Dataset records
_ _ _ _
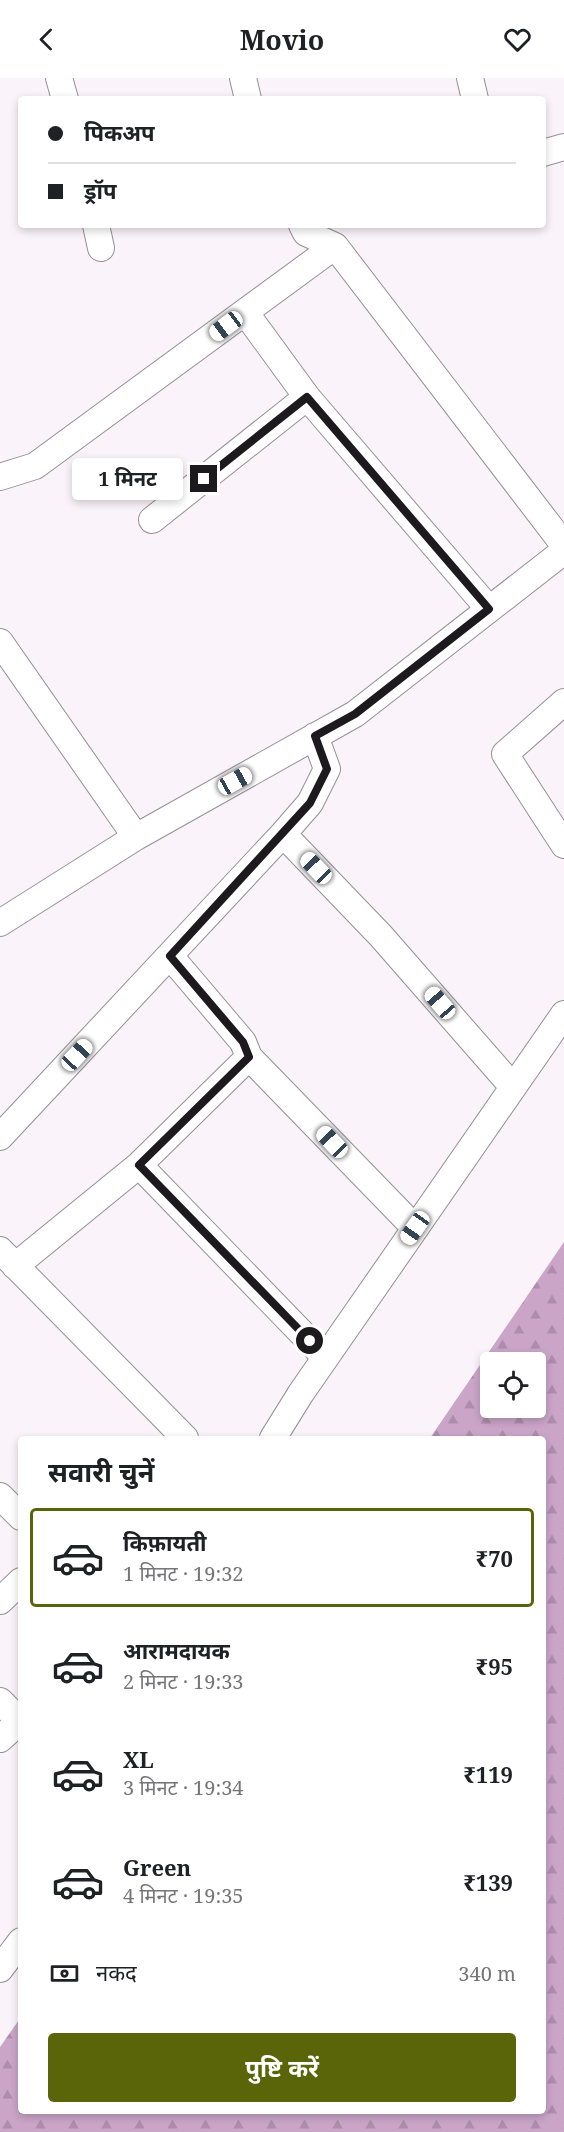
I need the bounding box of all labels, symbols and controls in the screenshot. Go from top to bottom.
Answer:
text: Movio [240,21,324,58]
icon: back [30,23,63,56]
icon: heart [501,23,534,56]
text: पिकअप [84,117,155,147]
text: ड्रॉप [84,175,117,205]
car [206,308,246,344]
callout: 1 मिनट [72,458,183,500]
text: 1 मिनट [98,465,157,492]
route end [190,465,217,492]
car [215,764,255,798]
car [297,849,335,887]
car [421,984,459,1022]
car [58,1036,96,1074]
car [313,1123,351,1161]
car [397,1208,433,1248]
route start [296,1327,323,1354]
map controls [480,1352,546,1418]
button: locate [480,1352,546,1418]
text: सवारी चुनें [48,1453,154,1490]
text: किफ़ायती [123,1527,207,1557]
icon: car [51,1531,105,1585]
text: ₹70 [476,1543,513,1573]
text: 1 मिनट · 19:32 [123,1560,244,1587]
text: आरामदायक [123,1635,230,1665]
icon: car [51,1639,105,1693]
text: ₹95 [476,1651,513,1681]
text: 2 मिनट · 19:33 [123,1668,244,1695]
text: XL [123,1744,154,1774]
icon: car [51,1747,105,1801]
text: ₹119 [463,1759,513,1789]
text: 3 मिनट · 19:34 [123,1774,244,1801]
text: Green [123,1852,191,1882]
icon: car [51,1855,105,1909]
text: ₹139 [463,1867,513,1897]
text: 4 मिनट · 19:35 [123,1882,244,1909]
icon: cash [48,1957,81,1990]
text: नकद [96,1957,137,1987]
text: 340 m [458,1960,516,1987]
button: पुष्टि करें [48,2033,516,2102]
_ _ _ _
*Work task:* Before duplicating the entries above, strip out the pictures and keep the rest exact.

*Written response:*
I need the bounding box of all labels, symbols and controls in the screenshot. Go from top to bottom.
Answer:
text: Movio [240,21,324,58]
icon: back [30,23,63,56]
icon: heart [501,23,534,56]
text: पिकअप [84,117,155,147]
text: ड्रॉप [84,175,117,205]
car [206,308,246,344]
callout: 1 मिनट [72,458,183,500]
text: 1 मिनट [98,465,157,492]
route end [190,465,217,492]
car [215,764,255,798]
car [297,849,335,887]
car [421,984,459,1022]
car [58,1036,96,1074]
car [313,1123,351,1161]
car [397,1208,433,1248]
route start [296,1327,323,1354]
map controls [480,1352,546,1418]
button: locate [480,1352,546,1418]
text: सवारी चुनें [48,1453,154,1490]
text: किफ़ायती [123,1527,207,1557]
icon: car [51,1531,105,1585]
text: ₹70 [476,1543,513,1573]
text: 1 मिनट · 19:32 [123,1560,244,1587]
text: आरामदायक [123,1635,230,1665]
icon: car [51,1639,105,1693]
text: ₹95 [476,1651,513,1681]
text: 2 मिनट · 19:33 [123,1668,244,1695]
text: XL [123,1744,154,1774]
icon: car [51,1747,105,1801]
text: ₹119 [463,1759,513,1789]
text: 3 मिनट · 19:34 [123,1774,244,1801]
text: Green [123,1852,191,1882]
icon: car [51,1855,105,1909]
text: ₹139 [463,1867,513,1897]
text: 4 मिनट · 19:35 [123,1882,244,1909]
icon: cash [48,1957,81,1990]
text: नकद [96,1957,137,1987]
text: 340 m [458,1960,516,1987]
button: पुष्टि करें [48,2033,516,2102]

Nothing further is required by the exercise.